September 6, 2010

corporate induction

Today is my first day of work. As a newbie, I was required to attend a 2-day corporate induction program by Company Y’s HR department. Again, curse on my rotten luck, I was the only exempt staff in the big group of production operators (mostly Indons, if not Malays) in the orientation. As a result of that, all of the materials had to be conducted in BeeEm (Malay language). When I first joined Company X 13 years ago, I had the same experience – orientation in BeeEm, amongst a group of operators who looked at me like I’m from another planet. What’s most heart wrenching was – I later learnt that all exempt staffs in Company X attended their orientation in English, nice setups, free lunch, with hot chicks etc. #$%^&*(

Anyway, there was a moment in the orientation when the HR couldn’t find the guy who was supposed to present his part (about general security). So the HR chap went to get the guy’s assistant instead, a middle aged Indian man (a security guard) with a belly bigger than Honda City’s trunk. The guy lumbered into the orientation room with a confused look, a clear sign that he wasn’t paid enough to do stuff like that. Even more distressing for him was, the slide projected in front of him was for IT security, which was not supposed to be on his missing boss’ turf and a mistake from the previous HR guy. It all looked very alien to him.

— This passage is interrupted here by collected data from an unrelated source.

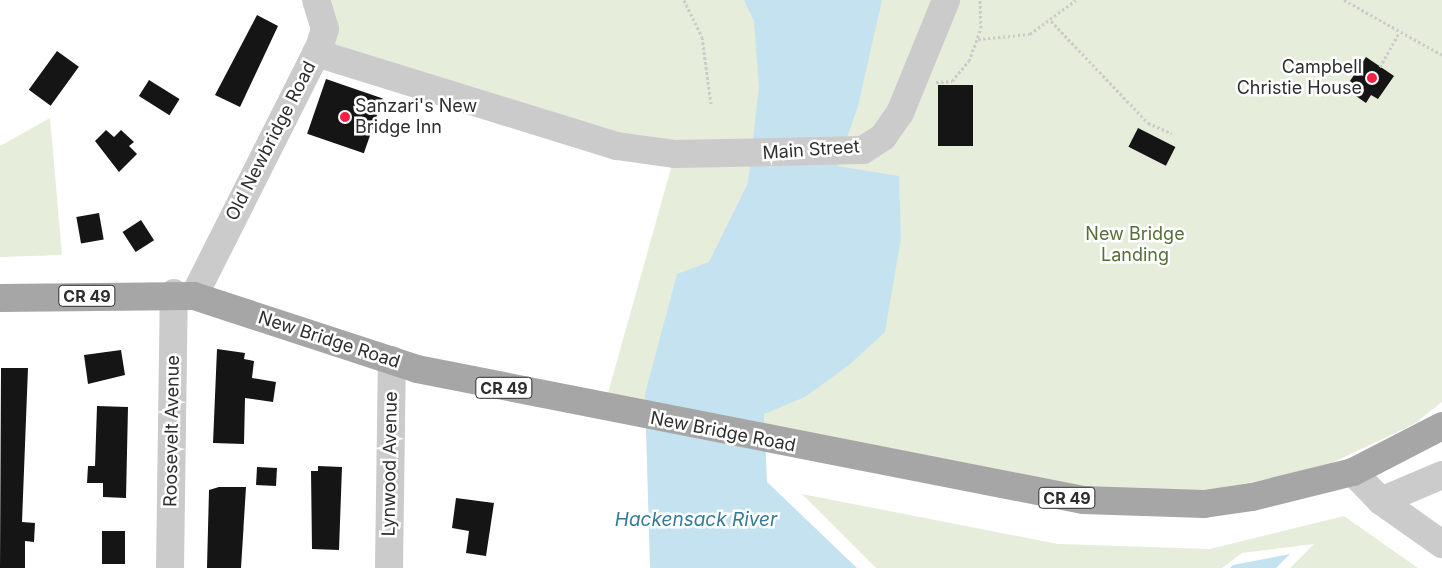 <!DOCTYPE html>
<style>
body{margin:0}
#map{position:relative;width:1442px;height:568px;overflow:hidden;background:#fff;font-family:Inter,sans-serif}
div>[style]{position:absolute}
.green>*{inset:0;background:#e6edda}
.water>*{inset:0;background:#c4e2ef}
.building>*{inset:0;background:#151515;transform-origin:0 0}
.path>*{height:3px;margin-top:-1.5px;transform-origin:0;background:repeating-linear-gradient(90deg,#cbcbcb 0 2.5px,transparent 0 5px)}
.minor>*{height:28px;margin:-14px;padding:0 14px;transform-origin:14px;border-radius:14px;background:#cbcbcb}
.major>*{height:28px;margin:-14px;padding:0 14px;transform-origin:14px;border-radius:14px;background:#a6a6a6}
.dots>*{width:14px;height:14px;translate:-50% -50%;box-sizing:border-box;border:2px solid #fff;border-radius:50%}
span{translate:-50% -50%;white-space:nowrap;text-align:center;line-height:1.15;-webkit-text-stroke:5px #fff;paint-order:stroke}
.shield-label span{padding:1px 4px;background:#fff;border:1px solid;border-radius:4px;-webkit-text-stroke-width:0}
.shield-label{font-size:16px;color:#2e2e2e;font-weight:700}
.poi-label{font-size:18px;color:#2e2e2e}
.right{translate:-100% -50%;text-align:right}
.left{translate:0 -50%;text-align:left}
.street-label{font-size:18px;color:#2e2e2e}
.park-label{font-size:18px;color:#566e37}
.water-label{font-size:19px;color:#347b98;font-style:italic}
</style>
<div id="map">
<div class="green">
<div style="clip-path:polygon(316px 0,1442px 0,1442px 402px,1414px 424px,1319px 469px,1201px 492px,1081px 493px,606px 400px,675px 154px,320px 45px)"></div>
<div style="clip-path:polygon(50px 118px,62px 255px,0 257px,0 146px)"></div>
<div style="clip-path:polygon(802px 494px,1058px 544px,1210px 549px,1344px 516px,1418px 568px,1290px 568px,1314px 544px,1242px 553px,1222px 568px,876px 568px)"></div>
</div>
<div class="water">
<div style="clip-path:polygon(744px 0,882px 0,858px 106px,837px 166px,899px 176px,901px 238px,885px 332px,849px 365px,805px 397px,764px 414px,767px 482px,857px 568px,650px 568px,645px 394px,677px 274px,709px 262px,748px 183px,759px 87px,754px 21px)"></div>
<div style="clip-path:polygon(1290px 554px,1276px 568px,1230px 568px,1233px 565px)"></div>
</div>
<div class="building">
<div style="clip-path:polygon(257px 15px,278px 26px,240px 107px,215px 95px)"></div>
<div style="left:57px;top:51px;width:27px;height:48px;rotate:36deg"></div>
<div style="clip-path:polygon(1366px 57px,1394px 76px,1378px 99px,1371px 95px,1366px 103px,1353px 94px,1358px 87px,1350px 81px)"></div>
<div style="left:326px;top:79px;width:60px;height:58px;rotate:19deg"></div>
<div style="left:149px;top:80px;width:36px;height:19px;rotate:32deg"></div>
<div style="left:938px;top:85px;width:35px;height:61px"></div>
<div style="left:1138px;top:128px;width:42px;height:21px;rotate:27deg"></div>
<div style="clip-path:polygon(106px 130px,114px 137px,121px 130px,134px 142px,129px 146px,137px 154px,119px 172px,95px 141px)"></div>
<div style="left:99px;top:213px;width:27px;height:23px;rotate:80deg"></div>
<div style="left:141px;top:220px;width:24px;height:22px;rotate:57deg"></div>
<div style="clip-path:polygon(217px 349px,245px 353px,244px 359px,254px 361px,252px 378px,276px 382px,273px 402px,245px 398px,244px 444px,213px 443px)"></div>
<div style="clip-path:polygon(121px 350px,125px 375px,88px 384px,84px 355px)"></div>
<div style="clip-path:polygon(1px 368px,28px 368px,22px 522px,35px 523px,34px 542px,25px 541px,25px 568px,0 568px)"></div>
<div style="clip-path:polygon(97px 406px,128px 407px,126px 498px,103px 497px,103px 483px,87px 483px,88px 466px,95px 466px)"></div>
<div style="clip-path:polygon(318px 466px,342px 467px,339px 550px,312px 549px,311px 471px,318px 471px)"></div>
<div style="left:257px;top:467px;width:20px;height:18px;rotate:3deg"></div>
<div style="clip-path:polygon(219px 487px,246px 487px,241px 568px,207px 568px,209px 490px)"></div>
<div style="clip-path:polygon(456px 498px,494px 503px,486px 556px,466px 553px,469px 531px,452px 528px)"></div>
<div style="left:102px;top:531px;width:23px;height:33px"></div>
</div>
<div class="path">
<div style="left:684px;top:0;width:41px;rotate:64.1deg"></div>
<div style="left:702px;top:37px;width:68px;rotate:82.3deg"></div>
<div style="left:1344px;top:0;width:112px;rotate:29.3deg"></div>
<div style="left:1051px;top:21px;width:141px;rotate:46.4deg"></div>
<div style="left:1148px;top:123px;width:26px;rotate:23deg"></div>
<div style="left:978px;top:39px;width:52px;rotate:-5.5deg"></div>
<div style="left:1030px;top:34px;width:57px;rotate:-36.5deg"></div>
<div style="left:1380px;top:67px;width:39px;rotate:-61deg"></div>
<div style="left:936px;top:82px;width:16px;rotate:-4deg"></div>
<div style="left:952px;top:81px;width:26px;rotate:-50deg"></div>
<div style="left:969px;top:61px;width:35px;rotate:-70deg"></div>
<div style="left:981px;top:28px;width:28px;rotate:-92deg"></div>
</div>
<div class="minor">
<div style="left:316px;top:53px;width:315px;rotate:17.2deg"></div>
<div style="left:617px;top:146px;width:59px;rotate:7.9deg"></div>
<div style="left:675px;top:154px;width:188px;rotate:-1.2deg"></div>
<div style="left:863px;top:150px;width:24px;rotate:-33deg"></div>
<div style="left:883px;top:137px;width:29px;rotate:-55deg"></div>
<div style="left:900px;top:113px;width:122px;rotate:-67.8deg"></div>
<div style="left:194px;top:296px;width:281px;rotate:-63.3deg"></div>
<div style="left:320px;top:45px;width:17px;rotate:-73deg"></div>
<div style="left:325px;top:29px;width:30px;rotate:-107deg"></div>
<div style="left:1353px;top:472px;width:40px;rotate:46deg"></div>
<div style="left:1381px;top:501px;width:75px;rotate:35.2deg"></div>
<div style="left:1381px;top:501px;width:66px;rotate:-23.1deg"></div>
<div style="left:170px;top:568px;width:275px;rotate:-89.2deg"></div>
<div style="left:389px;top:568px;width:208px;rotate:-89.2deg"></div>
</div>
<div class="major">
<div style="left:0;top:298px;width:194px;rotate:-0.6deg"></div>
<div style="left:194px;top:296px;width:235px;rotate:18.1deg"></div>
<div style="left:417px;top:369px;width:679px;rotate:11.13deg"></div>
<div style="left:1083px;top:500px;width:121px;rotate:1.9deg"></div>
<div style="left:1204px;top:504px;width:49px;rotate:-8.3deg"></div>
<div style="left:1252px;top:497px;width:104px;rotate:-13.9deg"></div>
<div style="left:1353px;top:472px;width:100px;rotate:-27.3deg"></div>
</div>
<div class="dots">
<div style="left:1372px;top:78px;background:#f52044"></div>
<div style="left:345px;top:117px;background:#f52044"></div>
</div>
<div class="shield-label">
<span style="left:87px;top:296px">CR 49</span>
<span style="left:504px;top:388px">CR 49</span>
<span style="left:1067px;top:498px">CR 49</span>
</div>
<div class="poi-label">
<span class="right" style="left:1362px;top:78px">Campbell<br>Christie House</span>
<span class="left" style="left:355px;top:117px">Sanzari's New<br>Bridge Inn</span>
</div>
<div class="street-label">
<span style="left:271px;top:141px;rotate:-63deg">Old Newbridge Road</span>
<span style="left:811px;top:150px;rotate:-4deg">Main Street</span>
<span style="left:329px;top:340px;rotate:18deg">New Bridge Road</span>
<span style="left:172px;top:431px;rotate:-89deg">Roosevelt Avenue</span>
<span style="left:723px;top:432px;rotate:11deg">New Bridge Road</span>
<span style="left:390px;top:464px;rotate:-89deg">Lynwood Avenue</span>
</div>
<div class="park-label">
<span style="left:1135px;top:245px">New Bridge<br>Landing</span>
</div>
<div class="water-label">
<span style="left:696px;top:520px">Hackensack River</span>
</div>
</div> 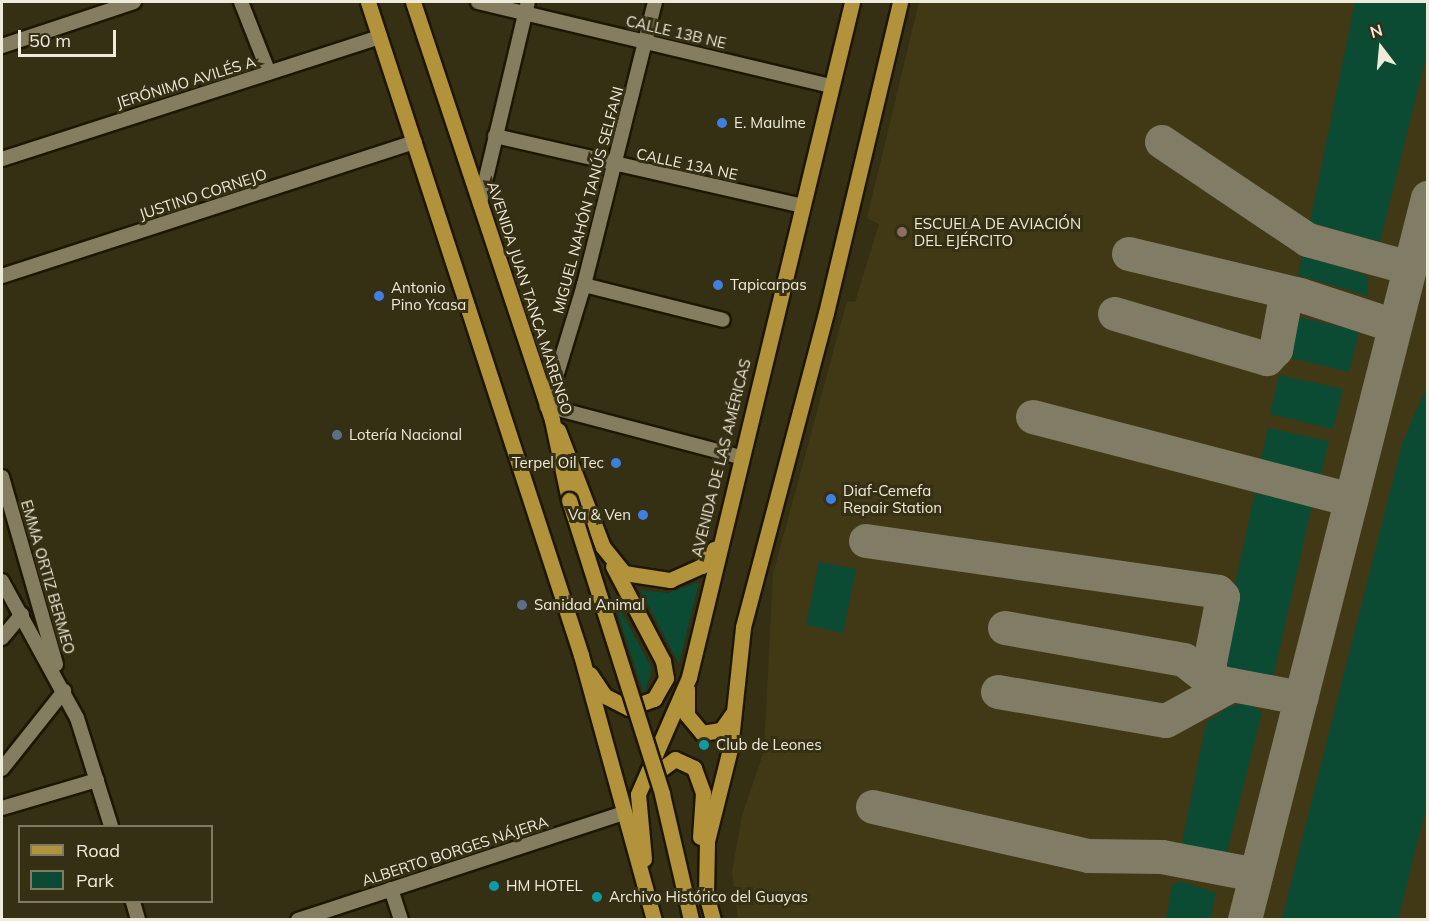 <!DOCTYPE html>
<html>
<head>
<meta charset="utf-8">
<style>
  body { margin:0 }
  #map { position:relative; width:1429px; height:921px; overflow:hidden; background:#352f14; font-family:Mulish,sans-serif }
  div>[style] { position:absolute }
  .built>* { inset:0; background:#413916 }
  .green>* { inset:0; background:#0b4b33 }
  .taxiway>* { height:34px; margin:-17px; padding:0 17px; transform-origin:17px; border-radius:17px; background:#817c66 }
  .roads { filter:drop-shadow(2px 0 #1d1700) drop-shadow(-2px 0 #1d1700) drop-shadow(0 2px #1d1700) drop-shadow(0 -2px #1d1700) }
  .minor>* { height:14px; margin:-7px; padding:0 7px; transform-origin:7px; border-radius:7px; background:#847d60 }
  .major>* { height:15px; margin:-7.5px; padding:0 7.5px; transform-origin:7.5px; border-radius:7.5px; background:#b2923a }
  .bridges { filter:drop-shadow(2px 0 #1d1700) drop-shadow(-2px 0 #1d1700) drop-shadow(0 2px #1d1700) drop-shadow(0 -2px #1d1700) }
  .major-bridge>* { height:15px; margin:-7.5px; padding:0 7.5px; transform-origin:7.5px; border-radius:7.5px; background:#b2923a }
  .dots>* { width:16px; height:16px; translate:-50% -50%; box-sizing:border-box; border:3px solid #352f14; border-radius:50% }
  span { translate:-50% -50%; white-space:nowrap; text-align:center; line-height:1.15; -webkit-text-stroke:6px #352f14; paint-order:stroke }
  .street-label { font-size:15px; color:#efebdb }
  .poi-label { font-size:15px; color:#efebdb }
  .left { translate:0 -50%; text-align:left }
  .right { translate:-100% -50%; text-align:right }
  .frame { position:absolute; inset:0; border:3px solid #efebdb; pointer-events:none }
  .legend { position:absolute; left:18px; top:825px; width:195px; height:78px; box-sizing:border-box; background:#352f14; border:2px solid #7f7a64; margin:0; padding:8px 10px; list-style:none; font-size:18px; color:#efebdb }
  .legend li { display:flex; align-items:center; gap:12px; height:30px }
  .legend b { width:30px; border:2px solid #7f7a64 }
  .north { position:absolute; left:1351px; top:18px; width:60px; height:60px; -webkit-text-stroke:4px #352f14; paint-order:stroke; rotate:344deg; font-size:16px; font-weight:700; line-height:24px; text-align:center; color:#efebdb }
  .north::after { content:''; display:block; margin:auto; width:21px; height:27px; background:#efebdb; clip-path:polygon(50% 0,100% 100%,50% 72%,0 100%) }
  .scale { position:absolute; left:18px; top:30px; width:98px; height:27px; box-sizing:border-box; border:3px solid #efebdb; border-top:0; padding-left:8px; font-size:18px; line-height:21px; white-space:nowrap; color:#efebdb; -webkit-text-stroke:4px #352f14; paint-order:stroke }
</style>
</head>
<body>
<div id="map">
  <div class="built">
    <i style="clip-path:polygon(919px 2px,1427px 2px,1427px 919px,738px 920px,732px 872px,742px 816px,764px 751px,773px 574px,847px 301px,855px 302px,879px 224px,867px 218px)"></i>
  </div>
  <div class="green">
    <i style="clip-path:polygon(1355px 2px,1427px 2px,1427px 53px,1380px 242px,1310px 222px)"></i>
    <i style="clip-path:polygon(1303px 254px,1368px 276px,1368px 296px,1298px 275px)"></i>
    <i style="clip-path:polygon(1293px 316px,1359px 331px,1349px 372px,1283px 356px)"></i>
    <i style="clip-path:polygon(1279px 375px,1343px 389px,1333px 429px,1270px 414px)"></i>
    <i style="clip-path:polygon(1427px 386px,1427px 804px,1398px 919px,1282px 919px,1402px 444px)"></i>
    <i style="clip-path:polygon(1268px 428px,1329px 441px,1320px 478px,1260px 465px)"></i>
    <i style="clip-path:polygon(1255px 493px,1312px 505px,1271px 687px,1215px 675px)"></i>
    <i style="clip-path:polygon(819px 562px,856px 569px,843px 633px,806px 625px)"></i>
    <i style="clip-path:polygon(699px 582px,679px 664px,640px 590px,668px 593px)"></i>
    <i style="clip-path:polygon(610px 590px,652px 669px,644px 694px)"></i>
    <i style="clip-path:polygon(1248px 703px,1262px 712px,1226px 856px,1181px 848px,1206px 723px,1230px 706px)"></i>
    <i style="clip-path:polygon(1181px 881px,1216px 893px,1210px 919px,1166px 919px,1172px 886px)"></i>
  </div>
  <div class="taxiway">
    <i style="left:1162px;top:142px;width:176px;rotate:33.9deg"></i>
    <i style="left:1308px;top:240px;width:106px;rotate:15.4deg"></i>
    <i style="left:1129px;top:254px;width:176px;rotate:13.5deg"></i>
    <i style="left:1300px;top:295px;width:100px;rotate:18.1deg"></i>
    <i style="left:1115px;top:314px;width:159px;rotate:16.5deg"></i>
    <i style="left:1267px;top:359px;width:13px;rotate:-45deg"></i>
    <i style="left:1276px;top:350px;width:49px;rotate:-79.4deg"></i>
    <i style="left:1285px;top:302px;width:14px;rotate:-34deg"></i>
    <i style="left:1033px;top:417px;width:329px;rotate:14.6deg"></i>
    <i style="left:866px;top:541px;width:356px;rotate:8.2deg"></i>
    <i style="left:1218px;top:592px;width:7px;rotate:45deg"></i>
    <i style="left:1223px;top:597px;width:72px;rotate:101.2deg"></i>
    <i style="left:1209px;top:668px;width:16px;rotate:63deg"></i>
    <i style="left:1005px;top:628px;width:182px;rotate:10.1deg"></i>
    <i style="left:1184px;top:660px;width:34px;rotate:38deg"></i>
    <i style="left:1211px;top:681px;width:92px;rotate:10.7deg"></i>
    <i style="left:998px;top:692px;width:170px;rotate:9.8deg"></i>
    <i style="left:1166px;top:721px;width:75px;rotate:-28.6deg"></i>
    <i style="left:873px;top:807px;width:221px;rotate:12.8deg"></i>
    <i style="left:1088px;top:856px;width:74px;rotate:0.8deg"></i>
    <i style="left:1162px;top:857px;width:96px;rotate:10.8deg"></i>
    <i style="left:1245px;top:920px;width:745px;rotate:-75.78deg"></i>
  </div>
  <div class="roads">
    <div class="minor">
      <i style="left:241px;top:2px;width:76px;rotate:68.5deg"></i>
      <i style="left:478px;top:2px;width:363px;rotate:13.4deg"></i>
      <i style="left:655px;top:2px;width:292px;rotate:104.1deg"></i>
      <i style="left:584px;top:285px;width:127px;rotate:107deg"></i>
      <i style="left:547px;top:406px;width:200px;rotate:14.8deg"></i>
      <i style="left:2px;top:46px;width:139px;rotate:-18.4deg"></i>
      <i style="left:495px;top:136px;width:315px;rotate:12.8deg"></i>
      <i style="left:2px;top:159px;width:397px;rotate:-17.9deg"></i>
      <i style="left:480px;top:203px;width:207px;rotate:-76.6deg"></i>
      <i style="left:2px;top:276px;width:434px;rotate:-18deg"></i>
      <i style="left:584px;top:285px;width:143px;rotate:14.1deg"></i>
      <i style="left:2px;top:477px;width:195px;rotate:73.9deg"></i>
      <i style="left:2px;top:581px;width:156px;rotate:61.3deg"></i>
      <i style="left:77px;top:718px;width:113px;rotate:72.5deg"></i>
      <i style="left:2px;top:638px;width:31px;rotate:-50deg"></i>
      <i style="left:2px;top:769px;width:100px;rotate:-51.5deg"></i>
      <i style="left:2px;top:808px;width:99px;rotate:-16.4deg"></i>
      <i style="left:391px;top:889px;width:33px;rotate:72deg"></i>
      <i style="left:133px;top:902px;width:19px;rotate:74deg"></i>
      <i style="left:298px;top:920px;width:340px;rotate:-18.2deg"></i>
    </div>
    <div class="major">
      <i style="left:368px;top:2px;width:687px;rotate:71.93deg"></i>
      <i style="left:581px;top:655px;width:275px;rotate:74.6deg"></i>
      <i style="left:413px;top:2px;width:441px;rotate:71.6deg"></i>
      <i style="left:552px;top:420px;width:82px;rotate:78deg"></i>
      <i style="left:558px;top:430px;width:125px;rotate:69deg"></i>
      <i style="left:603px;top:547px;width:33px;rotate:51deg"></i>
      <i style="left:624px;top:573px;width:47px;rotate:8.7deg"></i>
      <i style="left:670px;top:580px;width:35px;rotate:-24deg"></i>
      <i style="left:702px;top:566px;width:21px;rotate:-55deg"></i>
      <i style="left:590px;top:674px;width:27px;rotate:56deg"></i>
      <i style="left:605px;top:696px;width:27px;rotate:27deg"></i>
      <i style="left:629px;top:708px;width:27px;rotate:-20deg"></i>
      <i style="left:654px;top:699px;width:24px;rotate:-60deg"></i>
      <i style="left:666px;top:678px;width:17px;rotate:-100deg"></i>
      <i style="left:663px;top:661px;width:107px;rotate:-117.8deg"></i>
      <i style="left:687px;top:689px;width:26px;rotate:90deg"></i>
      <i style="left:687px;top:715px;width:23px;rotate:50deg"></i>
      <i style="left:702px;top:733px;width:19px;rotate:-9deg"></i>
      <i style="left:721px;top:730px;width:19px;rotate:-55deg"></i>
      <i style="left:649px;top:778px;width:32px;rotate:-36deg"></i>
      <i style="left:675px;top:759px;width:21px;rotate:25deg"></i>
      <i style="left:694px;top:768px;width:27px;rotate:70deg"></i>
      <i style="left:703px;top:793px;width:44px;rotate:93.9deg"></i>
      <i style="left:644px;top:859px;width:65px;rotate:-95.3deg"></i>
      <i style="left:638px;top:794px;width:128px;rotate:-66.4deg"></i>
      <i style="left:689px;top:677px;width:694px;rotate:-76.42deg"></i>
      <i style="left:713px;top:920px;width:27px;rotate:-105deg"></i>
      <i style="left:706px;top:894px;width:53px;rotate:-88.9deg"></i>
      <i style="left:707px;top:841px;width:95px;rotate:-76deg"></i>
      <i style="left:730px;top:749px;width:123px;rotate:-83.9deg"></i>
      <i style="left:743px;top:627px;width:325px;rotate:-75.2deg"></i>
      <i style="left:826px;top:313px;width:320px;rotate:-76.6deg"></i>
    </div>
  </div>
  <div class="bridges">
    <div class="major-bridge">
      <i style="left:569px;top:500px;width:308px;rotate:72.4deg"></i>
      <i style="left:662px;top:794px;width:129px;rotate:77deg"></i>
    </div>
  </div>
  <div class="dots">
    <i style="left:722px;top:123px;background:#3f7fe0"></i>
    <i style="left:902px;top:232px;background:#8d6e63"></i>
    <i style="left:718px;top:285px;background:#3f7fe0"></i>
    <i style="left:379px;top:296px;background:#3f7fe0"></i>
    <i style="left:337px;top:435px;background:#5c6f8a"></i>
    <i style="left:616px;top:463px;background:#3f7fe0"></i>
    <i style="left:831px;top:499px;background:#3f7fe0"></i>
    <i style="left:643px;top:515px;background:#3f7fe0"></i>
    <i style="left:522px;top:605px;background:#5c6f8a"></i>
    <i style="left:704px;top:745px;background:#0f9aa8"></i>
    <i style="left:494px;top:886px;background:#0f9aa8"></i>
    <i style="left:597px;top:897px;background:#0f9aa8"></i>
  </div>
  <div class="street-label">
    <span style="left:676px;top:32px;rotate:13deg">CALLE 13B NE</span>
    <span style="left:186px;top:82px;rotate:-17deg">JERÓNIMO AVILÉS A</span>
    <span style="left:687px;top:164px;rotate:12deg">CALLE 13A NE</span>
    <span style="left:203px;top:194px;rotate:-18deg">JUSTINO CORNEJO</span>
    <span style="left:588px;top:200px;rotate:-75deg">MIGUEL NAHÓN TANÚS SELFANI</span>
    <span style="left:530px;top:298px;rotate:72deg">AVENIDA JUAN TANCA MARENGO</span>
    <span style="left:721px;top:458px;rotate:-76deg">AVENIDA DE LAS AMÉRICAS</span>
    <span style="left:48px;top:577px;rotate:74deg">EMMA ORTIZ BERMEO</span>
    <span style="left:455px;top:851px;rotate:-18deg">ALBERTO BORGES NÁJERA</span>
  </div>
  <div class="poi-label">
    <span class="left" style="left:734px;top:123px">E. Maulme</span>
    <span class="left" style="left:914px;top:232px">ESCUELA DE AVIACIÓN<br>DEL EJÉRCITO</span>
    <span class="left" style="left:730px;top:285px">Tapicarpas</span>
    <span class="left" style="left:391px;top:296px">Antonio<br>Pino Ycasa</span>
    <span class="left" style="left:349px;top:435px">Lotería Nacional</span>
    <span class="right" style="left:604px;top:463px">Terpel Oil Tec</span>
    <span class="left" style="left:843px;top:499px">Diaf-Cemefa<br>Repair Station</span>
    <span class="right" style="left:631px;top:515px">Va &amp; Ven</span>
    <span class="left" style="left:534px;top:605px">Sanidad Animal</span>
    <span class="left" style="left:716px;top:745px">Club de Leones</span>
    <span class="left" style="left:506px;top:886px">HM HOTEL</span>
    <span class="left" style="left:609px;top:897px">Archivo Histórico del Guayas</span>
  </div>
  <div class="frame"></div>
  <ul class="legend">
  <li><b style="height:8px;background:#b2923a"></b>Road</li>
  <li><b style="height:16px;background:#0b4b33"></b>Park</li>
  </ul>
  <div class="north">N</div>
  <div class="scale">50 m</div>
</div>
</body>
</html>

So instead of going to the HR guy to get the correct slide, he went on to fiddle with the keyboard (he didn’t know how to even use the controls) and managed to only press the ‘ENTER’ key until the slides expired. Then came the big ‘WTF’ expression on his face and he went for his plan ‘B’. He stood in front of the projector (slide image amusingly projected on his huge belly), and summarized the whole fucking shit in basically 5 sentences (not verbatim) :

- You orang mesti pakai badge di dalam ini building, kalau tidak saya tangkap.
– Jangan ambik keluar apa-apa barang dari ini building, kalau tidak saya akan tangkap.
– Kalau you mau bawak barang masuk, you mesti declare, kalau tidak saya akan rampas.
– Kalau you nampak asap, api atau dengar loceng, cepat-cepat keluar dari ini building.
– Itu lucah mia barang, you jangan tengok kat komputer.

He did it in less than 10 minutes (inclusive of the comical entry part), of what supposed to take an hour to complete. Same shit, different method. I think Company Y ought to promote this guy to become a Director, immediately.

michaelooi  | experiences  | 

12 Comments to “corporate induction”

  1. kstang says:

    Syiok! I like Company Y already

  2. Ryan says:

    Just enjoy the comedy :-)

  3. michaelooi says:

    So far, better office… but shittier computer. Got some, lost some.

  4. EinsamSoldat says:

    I guess in each enthusism of new work environment it is similar to those puppy love teenager relationships :D

  5. Eric says:

    The shitty induction programme aside, sound like u found a potential workplace to start anew in carving your mark very soon (if not already) – physically, mentally, emotionally. Way to go! (and keep us updated lar)

  6. myles says:

    The Indian dude rocks! I like him! Good Luck with your new job!!

  7. Plunny says:

    Hahaha, no nonsense dude!
    You mesti dengar, kalau tidak saya akan tangkap!

  8. frankie says:

    So howz the chick there? Better grade?

  9. michaelooi says:

    frankie – A balance of good and bad. But definitely better than my previous workplace.

  10. blog follower says:

    Hi Mike, glad you have found a job. :)

  11. dSaint says:

    glad to know bro.. still in pg or kl?